I think the disconnect comes from having a minority group strongly over-represented, and the disagreement over what causes representation differences. It's the inconvenient factor that doesn't get discussed a lot. Benefactors see diversity initiatives purely as eliminating discrimination on the part of privileged groups, whereas detractors see it as unfairly lobbing claims of wrongdoing on white men, calling for soft quotas - which in this case, imply fewer Asian males in tech.

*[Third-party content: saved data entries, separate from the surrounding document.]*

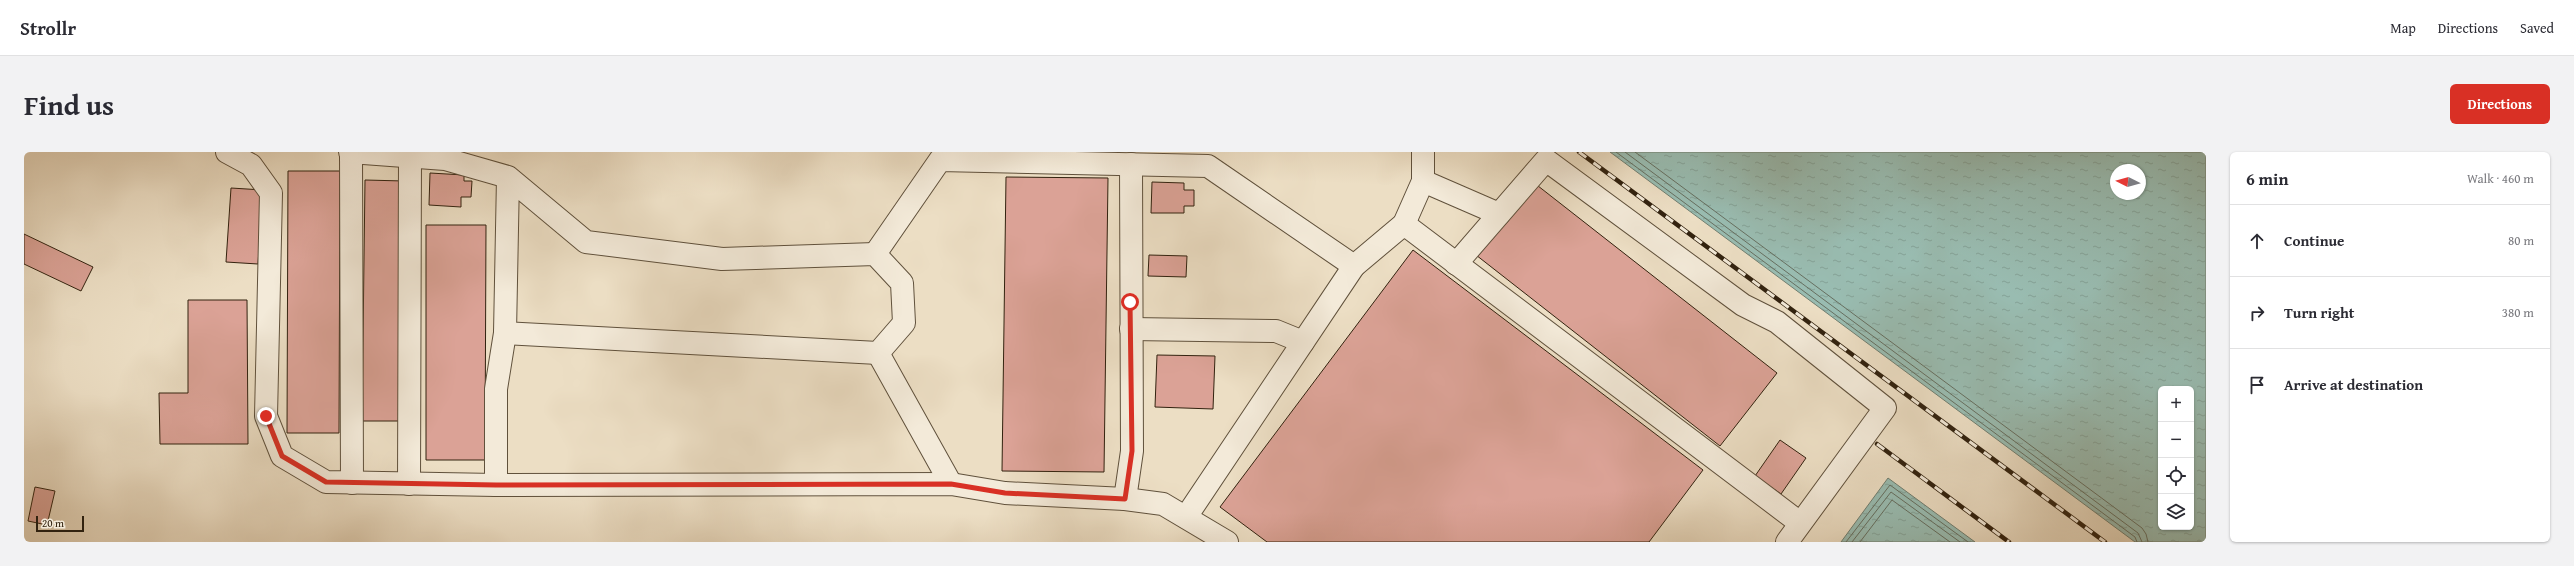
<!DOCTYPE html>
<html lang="en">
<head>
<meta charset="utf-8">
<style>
  :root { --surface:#fff; --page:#f2f2f3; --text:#2b2b33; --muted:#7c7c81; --line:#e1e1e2; --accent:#d93025 }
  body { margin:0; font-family:"Gentium Book Plus",serif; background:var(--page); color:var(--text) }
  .controls { position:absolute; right:12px; bottom:12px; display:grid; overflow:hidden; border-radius:6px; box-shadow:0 1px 3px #0004 }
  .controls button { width:36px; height:36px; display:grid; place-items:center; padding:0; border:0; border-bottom:1px solid var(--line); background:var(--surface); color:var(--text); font:20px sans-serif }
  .compass { position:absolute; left:2086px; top:12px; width:36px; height:36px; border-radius:50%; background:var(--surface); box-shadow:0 1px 3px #0004; rotate:276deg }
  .scale { position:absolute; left:12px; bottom:10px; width:48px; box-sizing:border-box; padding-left:4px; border:2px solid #32220f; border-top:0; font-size:11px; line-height:14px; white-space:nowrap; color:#32220f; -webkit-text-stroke:3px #f3ead9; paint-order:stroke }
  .stop { position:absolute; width:12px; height:12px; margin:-9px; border:3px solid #d93025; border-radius:50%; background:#fff }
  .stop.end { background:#d93025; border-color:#fff; box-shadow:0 1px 4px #0008 }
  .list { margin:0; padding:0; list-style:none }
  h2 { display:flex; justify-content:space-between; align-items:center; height:52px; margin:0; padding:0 16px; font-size:17px }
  h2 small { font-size:13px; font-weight:400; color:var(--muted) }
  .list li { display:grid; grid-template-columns:26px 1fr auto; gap:12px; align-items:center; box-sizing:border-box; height:72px; padding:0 16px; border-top:1px solid var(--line) }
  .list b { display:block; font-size:15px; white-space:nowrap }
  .list em { font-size:13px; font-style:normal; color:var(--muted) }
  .icon { flex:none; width:22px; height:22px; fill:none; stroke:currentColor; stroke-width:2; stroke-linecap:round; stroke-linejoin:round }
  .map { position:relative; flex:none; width:2182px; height:390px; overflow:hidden; border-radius:6px }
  header { display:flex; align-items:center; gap:24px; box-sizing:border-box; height:56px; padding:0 20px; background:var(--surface); border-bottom:1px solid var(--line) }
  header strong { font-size:19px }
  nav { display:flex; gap:22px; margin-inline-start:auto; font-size:14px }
  .intro { display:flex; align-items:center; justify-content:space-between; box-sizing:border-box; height:96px; padding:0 24px }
  h1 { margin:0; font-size:28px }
  .button { padding:10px 18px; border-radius:6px; background:var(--accent); color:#fff; font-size:14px; font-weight:700 }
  main { display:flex; gap:24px; padding:0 24px }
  aside { flex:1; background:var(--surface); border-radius:6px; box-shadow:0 1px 3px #0004 }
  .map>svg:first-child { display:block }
  .water { fill:url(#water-ripples); stroke:#707e70; fill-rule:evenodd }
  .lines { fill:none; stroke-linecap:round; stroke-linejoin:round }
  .shore { stroke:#666f60; stroke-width:1 }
  .building { fill:#dba296; stroke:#32220f }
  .minor-casing { stroke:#60513c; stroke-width:24 }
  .minor { stroke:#f3ead9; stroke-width:22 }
  .rail-casing { stroke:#32220f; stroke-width:4.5 }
  .rail { stroke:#f3ead9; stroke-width:3; stroke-dasharray:9; stroke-linecap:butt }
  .route { stroke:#d93025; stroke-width:5 }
</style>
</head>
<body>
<header>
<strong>Strollr</strong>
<nav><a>Map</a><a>Directions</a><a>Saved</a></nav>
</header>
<div class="intro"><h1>Find us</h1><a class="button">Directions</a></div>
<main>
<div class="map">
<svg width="2182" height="390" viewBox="0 0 2182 390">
  <defs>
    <pattern id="water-ripples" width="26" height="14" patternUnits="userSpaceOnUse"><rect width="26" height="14" fill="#99bcb1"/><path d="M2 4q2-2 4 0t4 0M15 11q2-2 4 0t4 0" fill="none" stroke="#84a197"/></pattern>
  </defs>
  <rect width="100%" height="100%" fill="#ecdec4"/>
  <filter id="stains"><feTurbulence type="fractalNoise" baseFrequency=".005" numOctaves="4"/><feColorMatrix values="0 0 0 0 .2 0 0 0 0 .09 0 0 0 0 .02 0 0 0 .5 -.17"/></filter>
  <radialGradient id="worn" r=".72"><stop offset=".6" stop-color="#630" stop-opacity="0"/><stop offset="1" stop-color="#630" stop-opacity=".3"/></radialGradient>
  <g class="water">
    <path d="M1586 0H2182V390H2111ZM2092 18H2116V42H2092ZM2137 237H2167V375H2137Z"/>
    <polygon points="1864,326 1951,390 1817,390"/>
  </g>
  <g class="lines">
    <g class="shore">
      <polyline points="1592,0 2111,385 2113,390"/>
      <polyline points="1601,0 2114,381 2118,390"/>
      <polyline points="1611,0 2118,376 2122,382 2124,390"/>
      <polyline points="1822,390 1866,333 1944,390"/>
      <polyline points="1828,390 1867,340 1936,390"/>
      <polyline points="1836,390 1868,348 1926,390"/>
    </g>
  </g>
  <g class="building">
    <polygon points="264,19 316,19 315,281 263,281"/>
    <polygon points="406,21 440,23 440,29 448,29 447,45 437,45 437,55 405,53"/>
    <polygon points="982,25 1084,26 1080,320 978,319"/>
    <polygon points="341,28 380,29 376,269 338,269"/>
    <polygon points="1128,30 1160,31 1160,38 1170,38 1170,54 1160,54 1160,61 1127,61"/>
    <polygon points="1509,30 1753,221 1696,294 1452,103"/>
    <polygon points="207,36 239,38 234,112 202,110"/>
    <polygon points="402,73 462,73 461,308 402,308"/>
    <polygon points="0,82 69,115 57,139 0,112"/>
    <polygon points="1389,98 1679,318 1625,390 1243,390 1196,355"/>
    <polygon points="1125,103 1163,104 1162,125 1124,124"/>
    <polygon points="164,148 223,148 224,292 136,292 135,241 164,241"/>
    <polygon points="1133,203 1191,204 1189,257 1131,255"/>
    <polygon points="1756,288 1782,306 1757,342 1731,324"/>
    <polygon points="11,335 31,339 23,373 4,369"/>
  </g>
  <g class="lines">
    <defs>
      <g id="minor">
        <polyline points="203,0 227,13 247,41 242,264 258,304 302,330 472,333 927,332 981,341 1101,347 1139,352 1203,390"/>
        <polyline points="326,0 421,7 484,25 562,90 698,107 851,102 878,131 880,171 854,201 481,181 484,25"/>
        <polyline points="327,0 328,331"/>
        <polyline points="1399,29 1475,62"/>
        <polyline points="1380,72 1399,29 1399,0"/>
        <polyline points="851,102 916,8 1184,14 1330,114 1380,72 1776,371"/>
        <polyline points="1432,112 1522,8 1719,153 1753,170 1861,256 1763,390"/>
        <polyline points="1107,177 1252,179 1279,190"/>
        <polyline points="854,201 927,332"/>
        <polyline points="385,332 386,5"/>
        <polyline points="472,333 472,237 481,181"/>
        <polyline points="1101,347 1108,299 1107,12"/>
        <polyline points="1162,365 1330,114"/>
      </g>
    </defs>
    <use href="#minor" class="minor-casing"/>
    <use href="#minor" class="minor"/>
    <defs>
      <g id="rail">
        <polyline points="1555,0 2081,390"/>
        <polyline points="1853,292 1985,390"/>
      </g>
    </defs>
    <use href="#rail" class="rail-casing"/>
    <use href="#rail" class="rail"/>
  </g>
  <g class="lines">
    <polyline class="route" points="242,264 258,304 302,330 472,333 927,332 981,341 1101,347 1108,299 1106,150"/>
  </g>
  <rect width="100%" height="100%" filter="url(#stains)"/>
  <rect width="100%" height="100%" fill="url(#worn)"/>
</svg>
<div class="controls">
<button>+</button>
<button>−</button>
<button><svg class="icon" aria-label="locate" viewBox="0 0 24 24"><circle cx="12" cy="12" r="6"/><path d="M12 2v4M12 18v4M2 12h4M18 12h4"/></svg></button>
<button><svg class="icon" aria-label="layers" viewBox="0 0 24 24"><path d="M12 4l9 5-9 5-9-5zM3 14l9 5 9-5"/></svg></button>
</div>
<svg class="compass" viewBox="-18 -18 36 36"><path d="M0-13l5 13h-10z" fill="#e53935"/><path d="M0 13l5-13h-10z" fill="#7c7c81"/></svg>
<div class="scale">20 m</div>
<div class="stop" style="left:1106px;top:150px"></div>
<div class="stop end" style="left:242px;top:264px"></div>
</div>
<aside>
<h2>6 min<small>Walk · 460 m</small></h2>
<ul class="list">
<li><svg class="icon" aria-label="ahead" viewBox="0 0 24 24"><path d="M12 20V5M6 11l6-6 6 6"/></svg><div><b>Continue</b></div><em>80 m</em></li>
<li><svg class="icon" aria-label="right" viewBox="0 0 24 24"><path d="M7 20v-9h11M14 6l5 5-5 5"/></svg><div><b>Turn right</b></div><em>380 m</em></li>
<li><svg class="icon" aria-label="arrive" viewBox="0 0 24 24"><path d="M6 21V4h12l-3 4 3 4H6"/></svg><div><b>Arrive at destination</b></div></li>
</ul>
</aside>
</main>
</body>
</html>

I wrote more about this here - about over-represented minorities, and self selection: https://news.ycombinator.com/item?id=8088263

Fundamentally, people disagree to WHY certain groups are over-represented - is it mostly discrimination, mostly cultural, mostly self-selection? Discrimination is bad, but how bad - or not - are cultural factors and self-selection? Asians are strongly over-represented - but no one says this is because admissions officers prefer them - there is strong evidence to the contrary - and most agree it is a combination of selective immigration policy and cultural factors on the part of frequently college-educated, first-generation parents. However efforts to take race into account in college admissions no doubt will tend to work against members of this still minority group (in fact - only 5% in the US).

Finally, the attacking white males is basically a motte-and-bailey tactic [1] in which something very obviously wrong, and not defended by a majority of any group e.g. racial discrimination, is then used, strawman-like, to strike down countervailing discussion as "derailing" (no one is saying racism is good). Do white men need to make counter-adjustments in order to correct for previous sins (or sins by others in the same group - see sexual harassment by another unrelated man in the same industry)?

Is that fair to those white men to take steps - perhaps even extending privileges to other groups at their own cost, or is it fair because the discriminated-against groups have experienced injustice? This is the fundamental disagreement in the social justice debate. What makes sense on an individual level can look wrong on a collective level, and vice versa. It just depends on your sense of fairness. The voices on the collective side of this debate are the strongest in Silicon Valley, but a greater amounts of people - and Americans overall - frequently disagree on what needs to be done to address racial disparities e.g. affirmative action or no affirmative action.